The plant was of a very limited size, comprising two small platen printing machines, other subsidiary items such as a small paper cutter (guillotine), stapler, stitcher etc., also three or four cabinets of type of various fonts and sizes. The Plant was subsequently moved from Ndola to Chingola and opened for business in a corrugated-iron structure which had been a store room owned by Mr. B.I. Menashe, a prominent storekeeper in Chingola. They commenced with production of invoices, cards, small leaflets and other items however their range was limited by the size of the small platen printing machines. Shortly after opening they bought a Phoenix press which enabled them to print larger pieces and eventually a newspaper.

They were fully occupied with setting for job printing, when they were cajoled by ambition and desire to help Mr. Roy Welensky into starting a weekly newspaper the “Copperbelt Times”. There were difficulties with this as their facilities, particularly in the setting of the type, did not allow for this increase in operations. To build the circulation of the Copperbelt Times, it was necessary to have a more central location as Chingola was at the end of the railway line and there were no developed centres beyond it. It was therefore decided to relocate the plant to Ndola.

Under the direction of Mr. Edward Brockman Hovelmeier the business was taken to the commercial centre (at that time) of Northern Rhodesia. They were able to obtain from the Custodian of Enemy Property, a building which had been used by the German community of the area as a social centre and it was there that the name of the newspaper was changed from the “Copperbelt Times” to the “Northern News”. The equipment was loaded into a railway truck and went by rail to Ndola. They did not miss an issue of the paper in its transferral.

In the new structure Edward Brockman Hovelmeier was co-owner, works manager, editor, investigative reporter, social-items specialist, advertising salesman and layout artist which he eventually relinquished as well as his financial interest in the News Paper to Roy Welensky.
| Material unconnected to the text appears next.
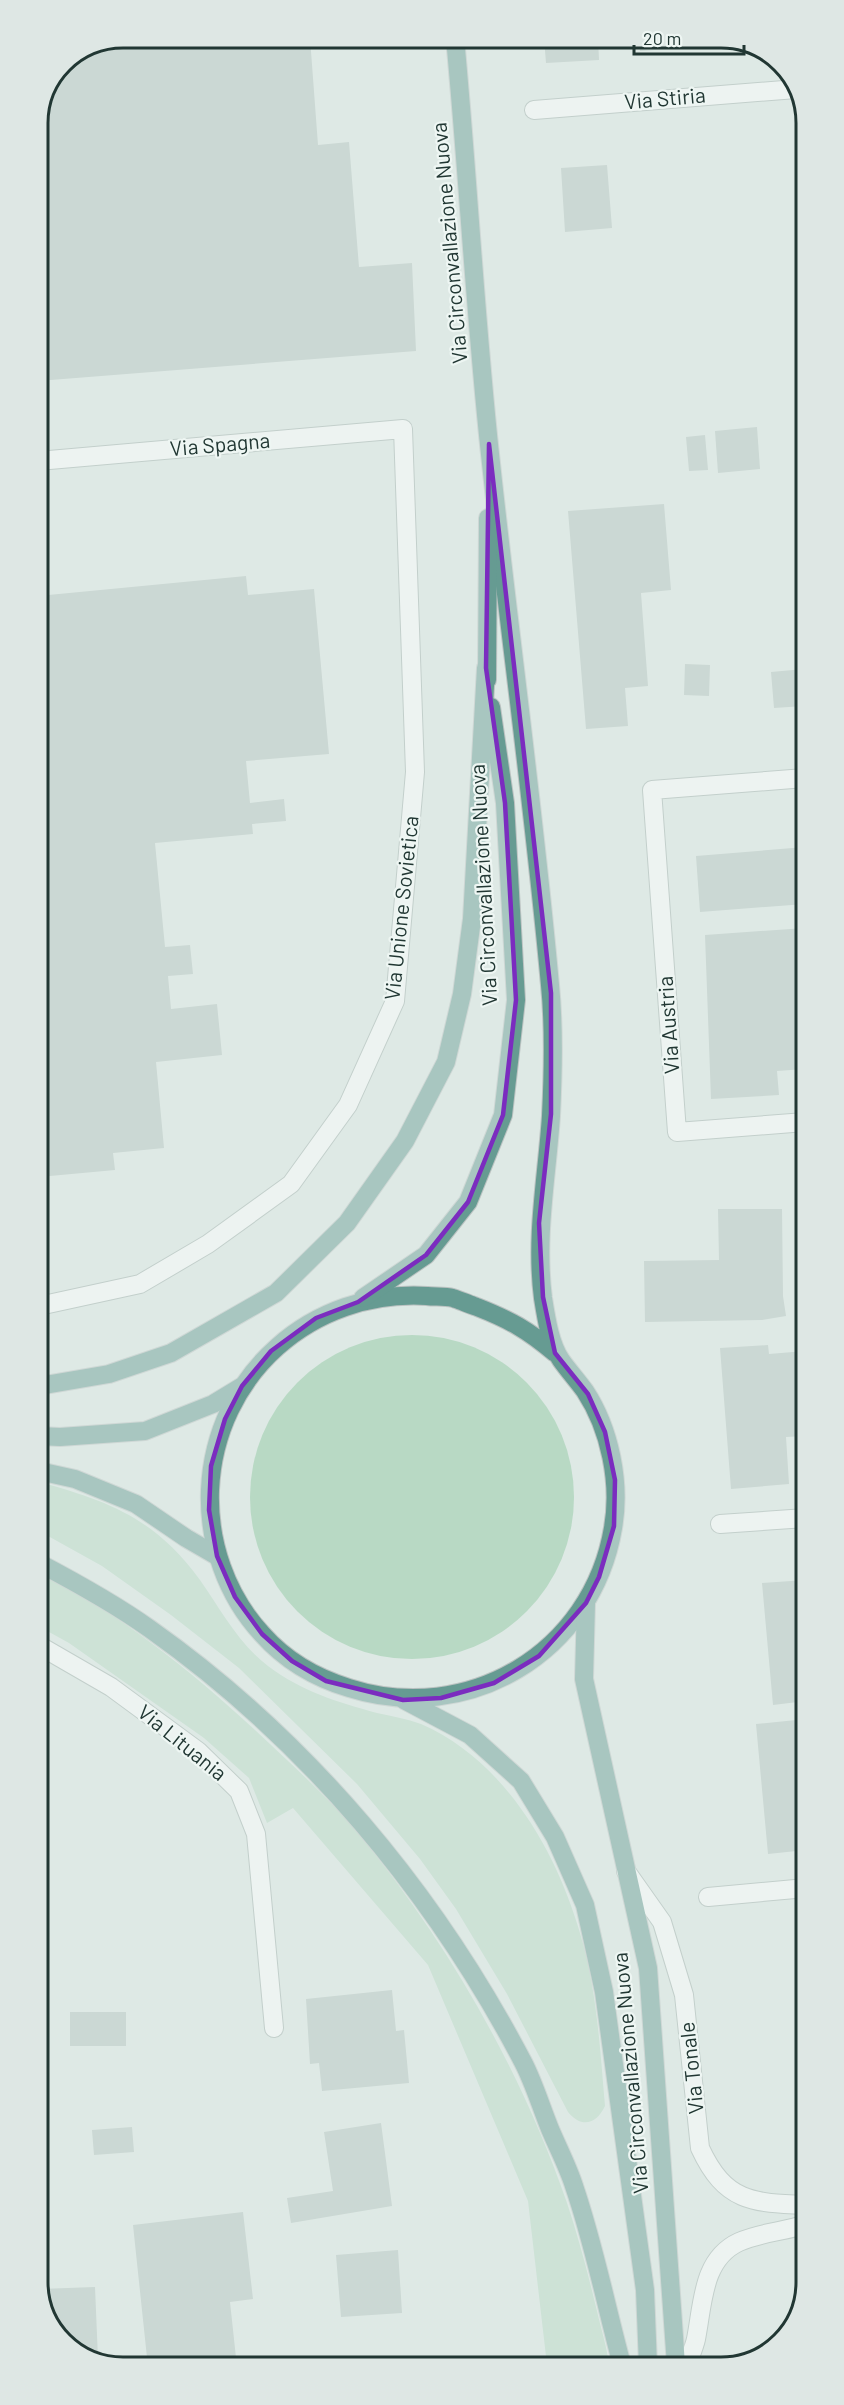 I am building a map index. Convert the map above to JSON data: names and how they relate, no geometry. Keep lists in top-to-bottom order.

It was later owned by the South African newspaper chain Argus. Under the ownership of Tiny Rowland's company Lonhro, it was renamed the Times of Zambia on 1 July 1965 as a part of Richard Seymour Hall being appointed editor. Richard Hall Africanised the Times of Zambia in the same way as he had the African Mail by training Zambian printers and journalists with a view to making it truly Zambian. To do this effectively Richard Hall became a Zambian citizen, he resigned in August 1967. Criticism of the government under the later editorships including that of Dunston Kamana continued in the early 1970s eventually leading to the government intervening to appoint its own editor, Vernon Mwaanga, in 1972. United National Independence Party (UNIP), Zambia's former ruling party, took the newspaper over in 1975.
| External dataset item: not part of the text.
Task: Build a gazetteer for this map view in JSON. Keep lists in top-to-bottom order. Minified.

When the Movement for Multiparty Democracy (MMD) came to power in November 1991, it went to court claiming UNIP had illegally taken over the newspapers. The courts found in favour of the MMD, and ruled that the papers' ownership be transferred to the Zambian Government. The Times of Zambia is now owned by the Zambian Government.

The newspaper recently went online in English and the site is currently under development. It publishes the Sunday Times of Zambia every Sunday.

The newspaper has its headquarters at Kabelenga Avenue in Zambia's second largest city Ndola.